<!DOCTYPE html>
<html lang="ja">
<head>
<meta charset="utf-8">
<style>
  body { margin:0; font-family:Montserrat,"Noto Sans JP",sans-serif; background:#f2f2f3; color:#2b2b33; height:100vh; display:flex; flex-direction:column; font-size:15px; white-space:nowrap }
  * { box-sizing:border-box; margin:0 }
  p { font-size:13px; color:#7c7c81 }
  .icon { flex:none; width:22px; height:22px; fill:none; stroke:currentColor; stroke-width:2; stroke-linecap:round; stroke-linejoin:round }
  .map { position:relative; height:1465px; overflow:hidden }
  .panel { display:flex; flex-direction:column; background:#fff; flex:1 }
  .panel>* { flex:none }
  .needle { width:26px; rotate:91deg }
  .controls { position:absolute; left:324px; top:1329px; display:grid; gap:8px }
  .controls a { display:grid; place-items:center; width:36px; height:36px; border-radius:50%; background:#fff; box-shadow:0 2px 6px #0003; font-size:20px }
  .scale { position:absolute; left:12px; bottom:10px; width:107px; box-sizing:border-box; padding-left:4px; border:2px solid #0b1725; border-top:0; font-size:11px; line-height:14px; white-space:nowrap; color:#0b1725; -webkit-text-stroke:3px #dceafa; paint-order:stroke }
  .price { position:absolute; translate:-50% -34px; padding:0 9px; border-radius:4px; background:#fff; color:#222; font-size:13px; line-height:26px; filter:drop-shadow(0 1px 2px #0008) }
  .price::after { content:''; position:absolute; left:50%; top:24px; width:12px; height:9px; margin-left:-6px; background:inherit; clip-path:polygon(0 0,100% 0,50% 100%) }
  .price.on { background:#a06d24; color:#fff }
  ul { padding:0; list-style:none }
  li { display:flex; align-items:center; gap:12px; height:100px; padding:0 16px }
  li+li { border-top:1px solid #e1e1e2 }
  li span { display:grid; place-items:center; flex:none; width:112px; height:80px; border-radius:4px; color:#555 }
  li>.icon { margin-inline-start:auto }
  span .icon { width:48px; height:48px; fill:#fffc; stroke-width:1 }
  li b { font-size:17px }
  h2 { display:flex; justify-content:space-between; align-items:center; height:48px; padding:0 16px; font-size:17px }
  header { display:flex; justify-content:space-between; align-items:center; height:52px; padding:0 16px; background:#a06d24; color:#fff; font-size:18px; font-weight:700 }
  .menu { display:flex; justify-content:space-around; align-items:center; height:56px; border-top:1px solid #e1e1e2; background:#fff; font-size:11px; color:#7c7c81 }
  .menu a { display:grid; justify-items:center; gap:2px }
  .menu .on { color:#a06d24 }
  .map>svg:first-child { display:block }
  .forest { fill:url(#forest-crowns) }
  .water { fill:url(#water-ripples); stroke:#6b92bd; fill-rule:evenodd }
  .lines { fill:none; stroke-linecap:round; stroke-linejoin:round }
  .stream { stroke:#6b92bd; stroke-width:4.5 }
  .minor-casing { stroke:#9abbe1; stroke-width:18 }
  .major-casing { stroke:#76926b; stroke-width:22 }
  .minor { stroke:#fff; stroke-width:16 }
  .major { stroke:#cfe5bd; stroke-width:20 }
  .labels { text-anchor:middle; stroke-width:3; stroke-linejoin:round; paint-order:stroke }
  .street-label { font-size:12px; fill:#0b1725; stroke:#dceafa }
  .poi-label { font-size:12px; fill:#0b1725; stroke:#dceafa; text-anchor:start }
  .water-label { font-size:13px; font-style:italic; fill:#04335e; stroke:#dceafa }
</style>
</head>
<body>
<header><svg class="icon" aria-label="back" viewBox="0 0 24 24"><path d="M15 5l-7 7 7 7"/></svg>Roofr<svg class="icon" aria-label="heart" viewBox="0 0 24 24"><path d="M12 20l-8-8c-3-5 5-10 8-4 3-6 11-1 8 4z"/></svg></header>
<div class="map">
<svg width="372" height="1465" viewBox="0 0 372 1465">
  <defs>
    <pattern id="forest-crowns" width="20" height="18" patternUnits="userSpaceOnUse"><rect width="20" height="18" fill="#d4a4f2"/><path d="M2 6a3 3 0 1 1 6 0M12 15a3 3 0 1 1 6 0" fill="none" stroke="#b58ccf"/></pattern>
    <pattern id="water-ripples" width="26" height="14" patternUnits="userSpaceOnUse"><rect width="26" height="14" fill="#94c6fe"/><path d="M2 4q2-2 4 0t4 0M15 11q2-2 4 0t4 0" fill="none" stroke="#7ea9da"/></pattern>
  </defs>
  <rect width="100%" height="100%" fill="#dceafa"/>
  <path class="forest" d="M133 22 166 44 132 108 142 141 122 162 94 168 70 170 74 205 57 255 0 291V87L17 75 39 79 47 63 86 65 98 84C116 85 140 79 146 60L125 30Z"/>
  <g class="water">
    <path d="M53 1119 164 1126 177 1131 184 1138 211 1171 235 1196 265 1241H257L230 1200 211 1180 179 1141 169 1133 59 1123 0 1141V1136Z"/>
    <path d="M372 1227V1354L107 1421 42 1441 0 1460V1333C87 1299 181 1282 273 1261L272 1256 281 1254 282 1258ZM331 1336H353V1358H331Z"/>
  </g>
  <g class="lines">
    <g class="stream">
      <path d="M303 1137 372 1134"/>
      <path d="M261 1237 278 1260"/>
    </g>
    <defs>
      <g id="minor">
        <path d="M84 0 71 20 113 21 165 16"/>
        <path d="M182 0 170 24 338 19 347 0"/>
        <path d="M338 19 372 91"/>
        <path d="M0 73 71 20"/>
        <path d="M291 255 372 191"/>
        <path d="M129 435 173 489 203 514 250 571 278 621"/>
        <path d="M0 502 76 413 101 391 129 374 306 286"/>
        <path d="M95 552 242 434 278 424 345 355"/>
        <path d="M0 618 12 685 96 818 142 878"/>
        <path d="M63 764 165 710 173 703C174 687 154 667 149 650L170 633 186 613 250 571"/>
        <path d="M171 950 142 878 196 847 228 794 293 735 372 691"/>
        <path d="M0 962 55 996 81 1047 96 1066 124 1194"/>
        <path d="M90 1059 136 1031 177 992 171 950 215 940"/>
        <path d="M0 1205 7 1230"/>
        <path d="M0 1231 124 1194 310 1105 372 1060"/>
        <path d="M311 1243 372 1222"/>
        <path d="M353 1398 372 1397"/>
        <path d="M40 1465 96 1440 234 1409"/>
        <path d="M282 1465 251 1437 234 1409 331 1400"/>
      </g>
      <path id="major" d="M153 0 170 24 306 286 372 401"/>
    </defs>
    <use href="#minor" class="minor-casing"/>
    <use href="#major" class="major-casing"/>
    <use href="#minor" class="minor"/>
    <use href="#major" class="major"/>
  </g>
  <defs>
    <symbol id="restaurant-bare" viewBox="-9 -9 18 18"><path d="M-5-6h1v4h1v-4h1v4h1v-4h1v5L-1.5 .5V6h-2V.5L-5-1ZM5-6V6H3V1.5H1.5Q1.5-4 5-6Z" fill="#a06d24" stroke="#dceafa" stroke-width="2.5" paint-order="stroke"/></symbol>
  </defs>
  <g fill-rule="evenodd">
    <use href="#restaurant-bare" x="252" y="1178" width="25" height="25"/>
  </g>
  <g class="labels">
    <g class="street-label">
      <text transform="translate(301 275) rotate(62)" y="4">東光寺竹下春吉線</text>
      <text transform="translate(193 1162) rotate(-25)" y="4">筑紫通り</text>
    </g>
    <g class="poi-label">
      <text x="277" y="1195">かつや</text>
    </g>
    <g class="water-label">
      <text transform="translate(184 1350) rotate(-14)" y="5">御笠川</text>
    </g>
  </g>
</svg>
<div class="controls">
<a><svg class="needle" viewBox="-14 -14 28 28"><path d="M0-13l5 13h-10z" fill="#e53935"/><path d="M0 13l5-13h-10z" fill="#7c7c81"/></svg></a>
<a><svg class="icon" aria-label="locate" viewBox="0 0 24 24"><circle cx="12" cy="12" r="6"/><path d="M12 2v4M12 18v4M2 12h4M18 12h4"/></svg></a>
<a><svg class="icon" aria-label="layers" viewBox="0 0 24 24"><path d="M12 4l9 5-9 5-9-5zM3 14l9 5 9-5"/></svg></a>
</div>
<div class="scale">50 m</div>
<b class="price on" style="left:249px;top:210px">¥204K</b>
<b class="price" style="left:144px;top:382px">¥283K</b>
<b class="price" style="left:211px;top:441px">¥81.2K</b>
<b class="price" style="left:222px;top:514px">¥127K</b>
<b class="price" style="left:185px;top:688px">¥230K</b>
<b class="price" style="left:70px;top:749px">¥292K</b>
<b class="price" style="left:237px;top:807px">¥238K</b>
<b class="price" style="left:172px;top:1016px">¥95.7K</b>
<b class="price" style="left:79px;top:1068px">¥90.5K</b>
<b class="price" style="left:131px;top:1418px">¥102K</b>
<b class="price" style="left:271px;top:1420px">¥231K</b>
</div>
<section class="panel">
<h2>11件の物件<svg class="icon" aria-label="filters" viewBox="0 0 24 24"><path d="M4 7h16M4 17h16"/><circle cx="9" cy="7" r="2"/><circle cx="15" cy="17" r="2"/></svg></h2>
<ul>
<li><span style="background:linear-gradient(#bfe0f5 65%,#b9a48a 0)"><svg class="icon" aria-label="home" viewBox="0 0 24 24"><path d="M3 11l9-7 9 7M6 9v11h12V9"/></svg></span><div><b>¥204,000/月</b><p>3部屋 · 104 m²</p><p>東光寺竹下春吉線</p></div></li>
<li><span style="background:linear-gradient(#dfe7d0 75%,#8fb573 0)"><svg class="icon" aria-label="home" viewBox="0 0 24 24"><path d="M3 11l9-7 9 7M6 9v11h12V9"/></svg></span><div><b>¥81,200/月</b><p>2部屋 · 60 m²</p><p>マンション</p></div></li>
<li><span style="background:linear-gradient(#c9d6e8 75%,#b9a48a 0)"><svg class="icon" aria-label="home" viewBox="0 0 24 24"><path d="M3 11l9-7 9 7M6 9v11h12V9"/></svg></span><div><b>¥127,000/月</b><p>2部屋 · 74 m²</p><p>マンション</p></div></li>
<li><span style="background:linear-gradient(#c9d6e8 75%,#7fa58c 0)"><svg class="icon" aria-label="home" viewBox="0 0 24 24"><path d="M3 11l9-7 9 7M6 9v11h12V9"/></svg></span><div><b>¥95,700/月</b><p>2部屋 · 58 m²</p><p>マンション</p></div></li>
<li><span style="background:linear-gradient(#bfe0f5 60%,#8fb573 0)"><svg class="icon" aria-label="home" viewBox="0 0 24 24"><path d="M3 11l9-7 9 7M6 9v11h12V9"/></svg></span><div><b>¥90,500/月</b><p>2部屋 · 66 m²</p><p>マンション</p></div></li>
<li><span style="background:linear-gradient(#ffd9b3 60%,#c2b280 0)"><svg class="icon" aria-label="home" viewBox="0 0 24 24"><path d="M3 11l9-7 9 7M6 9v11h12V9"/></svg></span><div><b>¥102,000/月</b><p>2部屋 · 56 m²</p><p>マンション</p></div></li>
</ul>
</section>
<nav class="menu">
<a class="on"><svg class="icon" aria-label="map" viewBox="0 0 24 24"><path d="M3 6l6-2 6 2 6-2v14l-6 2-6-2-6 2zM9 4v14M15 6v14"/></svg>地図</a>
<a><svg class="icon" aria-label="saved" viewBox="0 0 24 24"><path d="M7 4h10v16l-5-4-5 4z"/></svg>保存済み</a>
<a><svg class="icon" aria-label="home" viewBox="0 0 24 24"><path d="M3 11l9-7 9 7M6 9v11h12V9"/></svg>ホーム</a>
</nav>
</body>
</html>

- Exercise brief: The answer must hold exactly the lines of the entries above, from the first line through the line that contains "position:absolute; left:324px; top:1329px;", and no others.

- Answer box:
<!DOCTYPE html>
<html lang="ja">
<head>
<meta charset="utf-8">
<style>
  body { margin:0; font-family:Montserrat,"Noto Sans JP",sans-serif; background:#f2f2f3; color:#2b2b33; height:100vh; display:flex; flex-direction:column; font-size:15px; white-space:nowrap }
  * { box-sizing:border-box; margin:0 }
  p { font-size:13px; color:#7c7c81 }
  .icon { flex:none; width:22px; height:22px; fill:none; stroke:currentColor; stroke-width:2; stroke-linecap:round; stroke-linejoin:round }
  .map { position:relative; height:1465px; overflow:hidden }
  .panel { display:flex; flex-direction:column; background:#fff; flex:1 }
  .panel>* { flex:none }
  .needle { width:26px; rotate:91deg }
  .controls { position:absolute; left:324px; top:1329px; display:grid; gap:8px }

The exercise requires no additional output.